The correction chief suspected of approving the bar mitzvah turned in his resignation Tuesday, and a rabbi at the jail has also stepped down.
The rabbi's resignation is only the latest twist in an eye-popping scandal. Eyewitness News spoke exclusively with a man who served almost three years behind bars, but not the kind of hard time you might expect. In fact, he compares Rikers Island to a college dorm. His identity has been concealed in case others would retaliate against him.
"If you're gonna do the crime, you gotta do the time," former inmate "Murray" said. "Rikers Island should be Rikers Island...I should have been treated like everybody else."
Murray is not his real name, but he spent nearly three years in city jails and state prisons. It is an ordeal, for most people, with long hours of confinement, boredom and bad food. But for Murray, prison was very different. Different, he says, because he is Jewish.
"Instead of being in my jail cell 9 to 5 like everybody else would be, I would be down in the office doing as I pleased," he said. "Eating all this great food and watching movies that are brought in, DVDs from the street, drinking whatever soda I want, using the telephone whenever I wanted."
Murray said it was all made possible by Orthodox Brooklyn rabbi and corrections department chaplain Leib Glanz, who allegedly created an enclave for Jewish inmates in the city's prison system.
Murray says inmates spent most of their waking hours in the chaplain's office at the Manhattan facility known as The Tombs or on Riker's Island, playing dice games and poker, watching videos and making unlimited phone calls.
Murray: "Guys were on the phone, having phone sex with their wives, with their girlfriends, talking dirty."
Eyewitness News reporter NJ Burkett: "In the rabbi's office?

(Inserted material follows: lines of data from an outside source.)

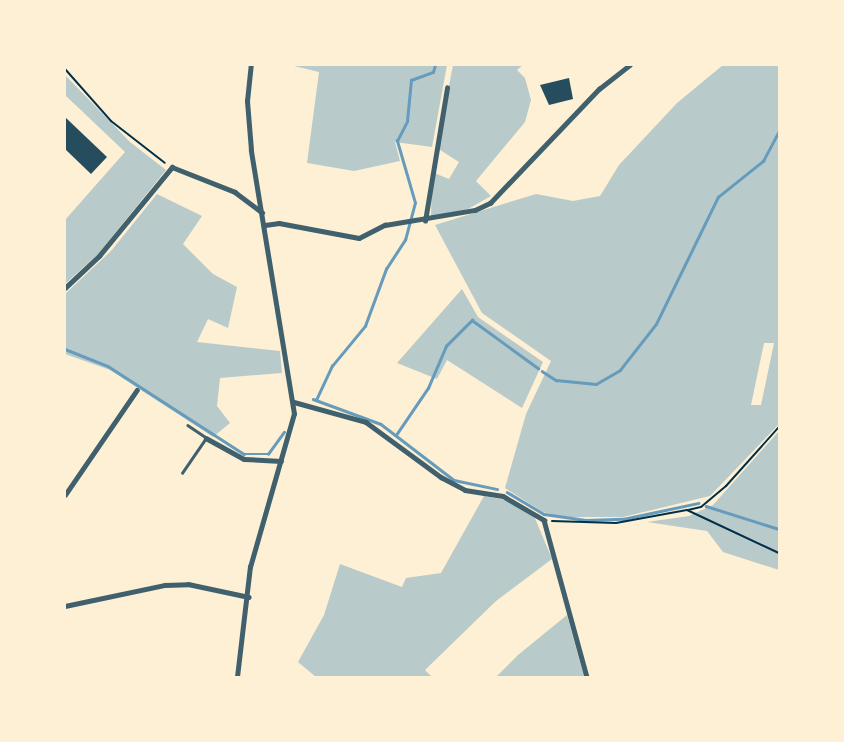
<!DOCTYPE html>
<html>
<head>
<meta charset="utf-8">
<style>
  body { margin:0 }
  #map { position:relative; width:844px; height:742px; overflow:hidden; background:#fdf0d5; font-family:Georgia,serif }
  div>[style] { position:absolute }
  .green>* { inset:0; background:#b9caca }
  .stream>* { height:2.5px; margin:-1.25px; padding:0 1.25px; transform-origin:1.25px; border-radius:1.25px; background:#669bbc }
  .building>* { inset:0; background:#264d5e }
  .path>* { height:2px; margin:-1px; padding:0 1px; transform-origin:1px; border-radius:1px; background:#003049 }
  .service>* { height:2.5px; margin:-1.25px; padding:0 1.25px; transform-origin:1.25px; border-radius:1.25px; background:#3f606c }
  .minor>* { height:4.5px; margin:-2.25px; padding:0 2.25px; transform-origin:2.25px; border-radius:2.25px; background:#3f606c }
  span { translate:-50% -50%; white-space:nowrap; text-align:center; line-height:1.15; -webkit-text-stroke:7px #fdf0d5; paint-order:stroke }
  .frame { position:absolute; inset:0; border:66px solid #fdf0d5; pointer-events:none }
</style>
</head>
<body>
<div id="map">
  <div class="green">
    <div style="clip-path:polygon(290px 65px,447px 65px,432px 147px,395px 142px,400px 161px,354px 171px,307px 163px,319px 72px)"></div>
    <div style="clip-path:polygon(453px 65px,523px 65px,517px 70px,525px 78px,531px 100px,525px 122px,476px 181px,491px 196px,468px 209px,431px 217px,432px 172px,449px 179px,459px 162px,437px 148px)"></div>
    <div style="clip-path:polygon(evenodd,723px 65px,779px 65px,779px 424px,710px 496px,623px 517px,560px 517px,543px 512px,505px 488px,526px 414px,551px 361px,482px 313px,435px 225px,536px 194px,573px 201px,600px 196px,619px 165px,677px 103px,723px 65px,764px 343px,774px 343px,761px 405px,751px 405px,764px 343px)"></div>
    <div style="clip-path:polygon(65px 75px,130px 142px,166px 170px,99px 253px,65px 284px,65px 220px,125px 152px,65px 95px)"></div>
    <div style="clip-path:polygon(157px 194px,202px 216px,183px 244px,213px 274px,237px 287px,228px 328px,208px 319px,197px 342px,280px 351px,282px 373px,220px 378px,217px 406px,230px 423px,213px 437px,110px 370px,65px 354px,65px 294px,111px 251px)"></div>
    <div style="clip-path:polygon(462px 289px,478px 317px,543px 362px,522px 408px,447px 360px,437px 379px,397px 363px)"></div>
    <div style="clip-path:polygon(779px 431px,779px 570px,723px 552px,707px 531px,647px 522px,689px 516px,713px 505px)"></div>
    <div style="clip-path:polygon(484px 496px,510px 501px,534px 516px,552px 559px,496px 601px,425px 670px,432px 677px,316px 677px,298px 662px,324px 615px,340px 564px,402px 587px,406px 578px,441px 573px)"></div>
    <div style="clip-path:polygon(567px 615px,584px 677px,496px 677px,518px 655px)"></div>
  </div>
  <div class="stream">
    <div style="left:65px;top:349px;width:46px;rotate:21.6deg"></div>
    <div style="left:108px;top:366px;width:162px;rotate:32.9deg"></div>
    <div style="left:244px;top:454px;width:24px"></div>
    <div style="left:268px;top:454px;width:27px;rotate:-54deg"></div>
    <div style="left:542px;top:371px;width:17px;rotate:33deg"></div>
    <div style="left:556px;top:380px;width:40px;rotate:5.7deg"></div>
    <div style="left:596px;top:384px;width:28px;rotate:-30deg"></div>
    <div style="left:620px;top:370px;width:58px;rotate:-52deg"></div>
    <div style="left:656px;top:324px;width:141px;rotate:-64deg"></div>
    <div style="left:718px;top:197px;width:58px;rotate:-38.7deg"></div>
    <div style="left:763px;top:161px;width:34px;rotate:-62deg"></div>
    <div style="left:313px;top:399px;width:72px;rotate:20.2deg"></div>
    <div style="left:381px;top:424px;width:92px;rotate:37.5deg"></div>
    <div style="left:454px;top:480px;width:44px;rotate:11.8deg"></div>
    <div style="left:316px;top:400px;width:38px;rotate:-65deg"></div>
    <div style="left:332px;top:366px;width:52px;rotate:-50.5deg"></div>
    <div style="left:365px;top:326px;width:61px;rotate:-69.8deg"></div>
    <div style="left:386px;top:269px;width:35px;rotate:-57deg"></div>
    <div style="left:405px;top:240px;width:38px;rotate:-75deg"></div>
    <div style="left:415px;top:203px;width:65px;rotate:-106.2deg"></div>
    <div style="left:397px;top:141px;width:22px;rotate:-63deg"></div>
    <div style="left:407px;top:121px;width:41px;rotate:-84.4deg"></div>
    <div style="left:411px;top:80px;width:23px;rotate:-20deg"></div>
    <div style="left:433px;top:72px;width:7px;rotate:-74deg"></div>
    <div style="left:396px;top:435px;width:57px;rotate:-55.8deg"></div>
    <div style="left:428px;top:388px;width:46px;rotate:-66.8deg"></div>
    <div style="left:446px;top:346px;width:37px;rotate:-45deg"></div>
    <div style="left:472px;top:320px;width:82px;rotate:36deg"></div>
    <div style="left:507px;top:492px;width:43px;rotate:30.7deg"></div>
    <div style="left:544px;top:514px;width:42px;rotate:8.1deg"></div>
    <div style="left:586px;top:520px;width:37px;rotate:-2deg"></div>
    <div style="left:623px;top:519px;width:77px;rotate:-12deg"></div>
    <div style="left:706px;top:506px;width:77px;rotate:17.5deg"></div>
  </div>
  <div class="building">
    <div style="clip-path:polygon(569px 78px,573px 99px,549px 105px,540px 85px)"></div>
    <div style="clip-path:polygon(65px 117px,107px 157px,91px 174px,65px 149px)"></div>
  </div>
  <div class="path">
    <div style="left:65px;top:69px;width:69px;rotate:48.5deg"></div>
    <div style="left:111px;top:121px;width:68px;rotate:37.9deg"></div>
    <div style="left:688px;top:510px;width:13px;rotate:-13deg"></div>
    <div style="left:701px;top:507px;width:33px;rotate:-40deg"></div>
    <div style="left:726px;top:486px;width:79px;rotate:-48.1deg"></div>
    <div style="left:552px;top:521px;width:64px;rotate:1.8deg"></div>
    <div style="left:616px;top:523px;width:72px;rotate:-10.4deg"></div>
    <div style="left:687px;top:510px;width:102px;rotate:25.1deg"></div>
  </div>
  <div class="service">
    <div style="left:182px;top:473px;width:42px;rotate:-55.6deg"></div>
    <div style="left:206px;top:438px;width:22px;rotate:-146deg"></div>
  </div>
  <div class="minor">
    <div style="left:425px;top:221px;width:135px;rotate:-80.6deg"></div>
    <div style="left:265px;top:225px;width:14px;rotate:-8deg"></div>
    <div style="left:279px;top:223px;width:81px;rotate:10.6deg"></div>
    <div style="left:359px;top:238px;width:29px;rotate:-27deg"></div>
    <div style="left:385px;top:225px;width:91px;rotate:-9.5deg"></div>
    <div style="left:475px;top:210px;width:17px;rotate:-25deg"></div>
    <div style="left:490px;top:203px;width:158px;rotate:-46.3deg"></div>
    <div style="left:599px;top:89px;width:39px;rotate:-38deg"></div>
    <div style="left:65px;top:288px;width:47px;rotate:-43.3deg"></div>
    <div style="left:99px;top:256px;width:115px;rotate:-50.6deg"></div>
    <div style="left:172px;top:167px;width:68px;rotate:21.6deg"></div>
    <div style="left:235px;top:192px;width:34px;rotate:37deg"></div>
    <div style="left:294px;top:402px;width:75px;rotate:15.5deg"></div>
    <div style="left:366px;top:422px;width:93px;rotate:36.3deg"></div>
    <div style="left:441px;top:477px;width:27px;rotate:28deg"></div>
    <div style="left:465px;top:490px;width:38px;rotate:9deg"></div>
    <div style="left:503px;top:496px;width:48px;rotate:30.3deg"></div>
    <div style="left:544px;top:520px;width:163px;rotate:74.7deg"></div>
    <div style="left:206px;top:438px;width:43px;rotate:28.9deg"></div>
    <div style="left:244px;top:459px;width:37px;rotate:3deg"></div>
    <div style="left:65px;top:495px;width:127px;rotate:-55.6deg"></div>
    <div style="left:65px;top:606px;width:102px;rotate:-11.9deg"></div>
    <div style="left:165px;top:585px;width:23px;rotate:-2deg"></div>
    <div style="left:188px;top:584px;width:62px;rotate:12deg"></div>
    <div style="left:237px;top:677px;width:111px;rotate:-83.3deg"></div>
    <div style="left:250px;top:567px;width:159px;rotate:-74deg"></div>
    <div style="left:294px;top:414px;width:267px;rotate:-99.3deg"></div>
    <div style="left:251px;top:150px;width:49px;rotate:-94.7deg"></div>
    <div style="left:247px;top:101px;width:36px;rotate:-84deg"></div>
  </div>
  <div class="frame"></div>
</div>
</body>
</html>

In the presence of the rabbi?"
Last week, the rabbi refused to discuss the allegations. They reportedly include arranging a bar mitzvah inside The Tombs for the son of convicted scam artist Tuvia Stern in December. A Hebrew rock star reportedly entertained some 60 guests in the jail's gymnasium.
Stern, who pleaded guilty to bail jumping and grand larceny, also held an engagement party at the jail four months later. The city's Department of Investigation is looking into the matter.
The Department of Corrections' second in command, Chief Peter Curcio, has already resigned, and several others have been disciplined. Curcio, who is responsible for security in the city's jails, told the department that he plans to retire.
But the city's investigation is not over.
Now, Murray says he's coming forward because, for the city's Jewish inmates, prison is no longer a deterrent.
"The comfort level that he provided to me, that the other rabbis provided to me, made me not think twice about committing another crime," Murray said. "And even when I went back to the jails, I knew I'd be treated like a king."
Rabbi Glanz could not be reached for comment Tuesday afternoon. A spokesman for the department refused to comment on the investigation.